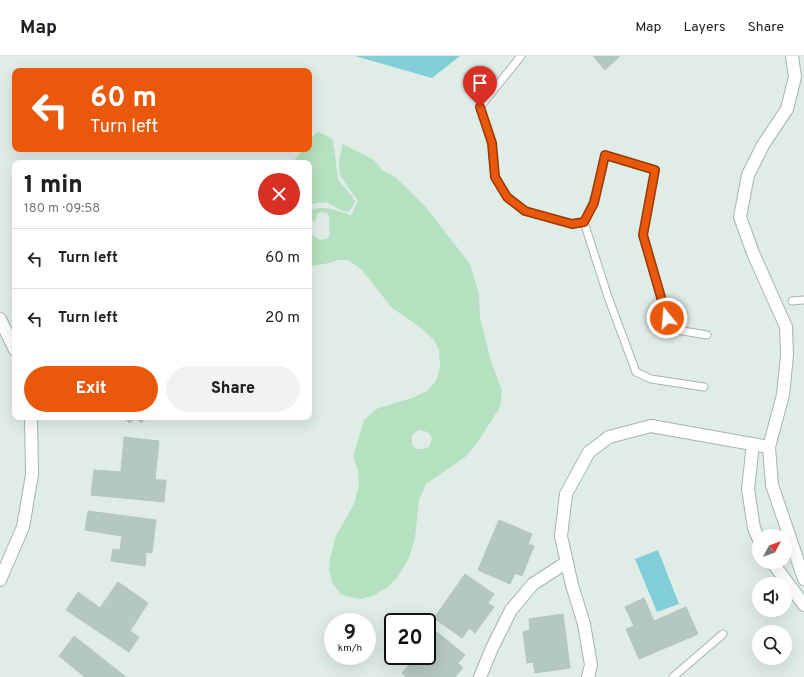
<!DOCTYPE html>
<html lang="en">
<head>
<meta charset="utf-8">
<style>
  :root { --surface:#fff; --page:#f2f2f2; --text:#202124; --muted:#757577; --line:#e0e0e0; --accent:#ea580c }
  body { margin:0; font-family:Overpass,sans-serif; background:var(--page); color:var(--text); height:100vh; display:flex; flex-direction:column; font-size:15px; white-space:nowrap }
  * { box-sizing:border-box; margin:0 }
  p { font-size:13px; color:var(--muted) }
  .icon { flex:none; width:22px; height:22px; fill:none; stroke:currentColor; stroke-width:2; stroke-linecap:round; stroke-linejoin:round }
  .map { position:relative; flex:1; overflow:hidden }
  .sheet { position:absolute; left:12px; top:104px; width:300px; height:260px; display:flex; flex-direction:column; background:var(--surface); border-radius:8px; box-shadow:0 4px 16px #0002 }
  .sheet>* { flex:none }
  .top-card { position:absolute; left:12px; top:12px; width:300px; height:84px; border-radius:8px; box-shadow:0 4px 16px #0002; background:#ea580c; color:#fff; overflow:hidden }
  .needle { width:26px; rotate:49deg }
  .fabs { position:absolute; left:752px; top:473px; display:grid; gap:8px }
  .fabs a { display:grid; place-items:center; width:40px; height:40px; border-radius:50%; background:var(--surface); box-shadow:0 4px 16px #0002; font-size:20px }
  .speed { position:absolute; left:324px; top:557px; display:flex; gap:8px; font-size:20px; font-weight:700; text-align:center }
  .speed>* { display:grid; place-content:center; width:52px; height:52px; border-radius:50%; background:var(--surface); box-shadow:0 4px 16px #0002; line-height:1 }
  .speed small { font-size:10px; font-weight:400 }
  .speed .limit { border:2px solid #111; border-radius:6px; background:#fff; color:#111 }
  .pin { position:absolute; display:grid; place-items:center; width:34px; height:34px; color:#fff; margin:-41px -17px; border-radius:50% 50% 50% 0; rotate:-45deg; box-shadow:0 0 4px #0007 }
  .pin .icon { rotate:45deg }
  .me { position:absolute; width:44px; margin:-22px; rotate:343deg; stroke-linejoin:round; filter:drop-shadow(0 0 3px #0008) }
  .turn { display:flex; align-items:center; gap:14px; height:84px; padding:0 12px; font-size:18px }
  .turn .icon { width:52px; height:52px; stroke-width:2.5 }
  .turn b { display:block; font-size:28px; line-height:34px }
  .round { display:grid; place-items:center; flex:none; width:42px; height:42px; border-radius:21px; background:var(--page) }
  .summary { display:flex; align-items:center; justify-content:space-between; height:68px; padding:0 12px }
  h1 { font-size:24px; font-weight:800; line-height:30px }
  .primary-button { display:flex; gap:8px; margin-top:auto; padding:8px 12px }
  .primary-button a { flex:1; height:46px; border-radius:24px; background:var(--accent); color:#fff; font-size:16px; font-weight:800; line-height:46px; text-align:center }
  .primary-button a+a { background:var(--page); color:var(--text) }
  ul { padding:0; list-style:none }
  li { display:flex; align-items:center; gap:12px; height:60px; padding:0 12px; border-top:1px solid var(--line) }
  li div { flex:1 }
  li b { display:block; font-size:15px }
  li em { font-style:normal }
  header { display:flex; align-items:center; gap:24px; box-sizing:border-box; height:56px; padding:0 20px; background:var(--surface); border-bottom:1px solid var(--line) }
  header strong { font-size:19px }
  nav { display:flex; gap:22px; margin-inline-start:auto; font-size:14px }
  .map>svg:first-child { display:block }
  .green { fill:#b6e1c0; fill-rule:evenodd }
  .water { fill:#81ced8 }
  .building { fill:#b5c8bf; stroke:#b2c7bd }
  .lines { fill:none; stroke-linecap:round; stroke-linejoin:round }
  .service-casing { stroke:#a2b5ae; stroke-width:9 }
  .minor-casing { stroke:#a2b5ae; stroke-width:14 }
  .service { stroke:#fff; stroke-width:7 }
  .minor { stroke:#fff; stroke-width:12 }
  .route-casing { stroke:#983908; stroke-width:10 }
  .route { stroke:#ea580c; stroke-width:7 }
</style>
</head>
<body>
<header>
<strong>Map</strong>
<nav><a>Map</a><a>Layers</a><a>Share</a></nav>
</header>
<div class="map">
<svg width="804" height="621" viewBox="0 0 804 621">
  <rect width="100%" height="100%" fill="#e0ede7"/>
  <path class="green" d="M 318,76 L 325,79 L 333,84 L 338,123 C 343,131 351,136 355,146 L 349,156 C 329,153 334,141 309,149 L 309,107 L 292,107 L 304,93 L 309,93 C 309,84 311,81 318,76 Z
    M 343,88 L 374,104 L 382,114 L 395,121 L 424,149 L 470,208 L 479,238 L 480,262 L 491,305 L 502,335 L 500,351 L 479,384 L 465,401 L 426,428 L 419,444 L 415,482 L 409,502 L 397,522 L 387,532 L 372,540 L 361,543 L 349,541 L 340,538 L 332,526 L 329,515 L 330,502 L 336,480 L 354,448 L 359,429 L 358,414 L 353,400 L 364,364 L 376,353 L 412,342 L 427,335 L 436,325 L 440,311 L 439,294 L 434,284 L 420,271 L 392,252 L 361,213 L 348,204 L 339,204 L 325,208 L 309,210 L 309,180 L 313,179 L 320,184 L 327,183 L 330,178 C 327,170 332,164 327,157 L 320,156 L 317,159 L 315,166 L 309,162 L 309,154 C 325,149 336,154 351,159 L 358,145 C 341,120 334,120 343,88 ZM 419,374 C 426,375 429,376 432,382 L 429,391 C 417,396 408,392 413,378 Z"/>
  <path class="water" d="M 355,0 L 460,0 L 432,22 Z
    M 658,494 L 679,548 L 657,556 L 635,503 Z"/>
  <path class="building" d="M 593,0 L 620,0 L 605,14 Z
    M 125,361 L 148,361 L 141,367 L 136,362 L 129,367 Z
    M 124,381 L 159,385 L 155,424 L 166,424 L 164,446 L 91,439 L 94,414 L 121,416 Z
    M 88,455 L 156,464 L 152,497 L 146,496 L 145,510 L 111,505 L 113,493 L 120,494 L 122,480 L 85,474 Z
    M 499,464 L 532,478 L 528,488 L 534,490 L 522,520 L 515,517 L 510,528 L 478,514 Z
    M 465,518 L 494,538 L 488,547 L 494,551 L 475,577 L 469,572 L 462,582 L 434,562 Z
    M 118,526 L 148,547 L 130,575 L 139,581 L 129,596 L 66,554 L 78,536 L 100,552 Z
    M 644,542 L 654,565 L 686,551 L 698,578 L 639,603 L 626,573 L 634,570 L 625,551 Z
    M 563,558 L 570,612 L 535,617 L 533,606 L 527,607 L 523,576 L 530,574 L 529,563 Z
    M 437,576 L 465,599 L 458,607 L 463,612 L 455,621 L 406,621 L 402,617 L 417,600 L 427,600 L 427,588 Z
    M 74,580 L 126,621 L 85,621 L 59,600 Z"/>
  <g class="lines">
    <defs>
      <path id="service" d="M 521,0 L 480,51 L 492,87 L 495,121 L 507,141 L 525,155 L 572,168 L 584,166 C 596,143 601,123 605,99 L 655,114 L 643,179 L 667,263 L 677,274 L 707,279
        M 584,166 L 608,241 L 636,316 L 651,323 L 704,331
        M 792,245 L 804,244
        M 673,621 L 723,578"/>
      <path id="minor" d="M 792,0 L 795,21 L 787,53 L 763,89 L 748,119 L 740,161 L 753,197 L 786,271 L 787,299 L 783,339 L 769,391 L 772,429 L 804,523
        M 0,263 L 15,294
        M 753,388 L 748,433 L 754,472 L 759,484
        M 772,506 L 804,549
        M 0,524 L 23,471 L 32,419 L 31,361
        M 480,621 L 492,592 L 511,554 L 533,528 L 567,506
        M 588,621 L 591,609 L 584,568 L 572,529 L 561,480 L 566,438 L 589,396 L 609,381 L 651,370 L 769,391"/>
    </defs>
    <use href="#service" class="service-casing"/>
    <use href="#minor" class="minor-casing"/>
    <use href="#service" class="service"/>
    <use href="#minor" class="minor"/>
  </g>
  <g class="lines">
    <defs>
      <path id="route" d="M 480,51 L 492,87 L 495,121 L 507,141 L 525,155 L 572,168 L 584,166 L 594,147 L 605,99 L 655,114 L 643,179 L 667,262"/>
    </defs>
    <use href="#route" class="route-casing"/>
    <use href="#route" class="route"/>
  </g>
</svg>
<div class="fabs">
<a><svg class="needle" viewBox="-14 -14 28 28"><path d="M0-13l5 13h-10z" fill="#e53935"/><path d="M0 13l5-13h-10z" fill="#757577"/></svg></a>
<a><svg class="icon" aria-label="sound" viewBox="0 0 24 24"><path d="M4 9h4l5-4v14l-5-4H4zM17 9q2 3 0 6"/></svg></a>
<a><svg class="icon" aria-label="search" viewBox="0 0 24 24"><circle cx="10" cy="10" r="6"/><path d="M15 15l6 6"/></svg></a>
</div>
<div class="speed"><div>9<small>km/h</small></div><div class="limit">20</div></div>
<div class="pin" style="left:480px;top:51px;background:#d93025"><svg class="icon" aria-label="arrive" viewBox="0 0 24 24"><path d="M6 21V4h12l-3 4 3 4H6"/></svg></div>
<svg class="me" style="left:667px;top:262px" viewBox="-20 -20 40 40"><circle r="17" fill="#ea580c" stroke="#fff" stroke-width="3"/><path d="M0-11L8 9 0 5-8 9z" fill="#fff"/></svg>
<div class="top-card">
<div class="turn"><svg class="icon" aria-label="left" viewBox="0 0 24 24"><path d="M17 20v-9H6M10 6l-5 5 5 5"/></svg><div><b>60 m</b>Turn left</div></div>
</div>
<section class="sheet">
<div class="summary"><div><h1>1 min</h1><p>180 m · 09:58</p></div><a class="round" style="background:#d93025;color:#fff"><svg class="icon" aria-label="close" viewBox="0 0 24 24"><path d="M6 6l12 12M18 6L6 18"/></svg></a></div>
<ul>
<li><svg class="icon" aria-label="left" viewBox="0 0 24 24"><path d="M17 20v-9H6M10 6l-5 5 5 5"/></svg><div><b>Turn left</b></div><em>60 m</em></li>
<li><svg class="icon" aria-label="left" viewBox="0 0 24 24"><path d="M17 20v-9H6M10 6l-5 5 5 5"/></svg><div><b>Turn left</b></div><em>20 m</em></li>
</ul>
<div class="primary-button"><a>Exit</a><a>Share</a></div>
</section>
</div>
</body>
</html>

WORK REQUIRED
For the string "linejoin", give the number of lines in the data that contain it, and only that number.

EXERCISE SOLUTION
3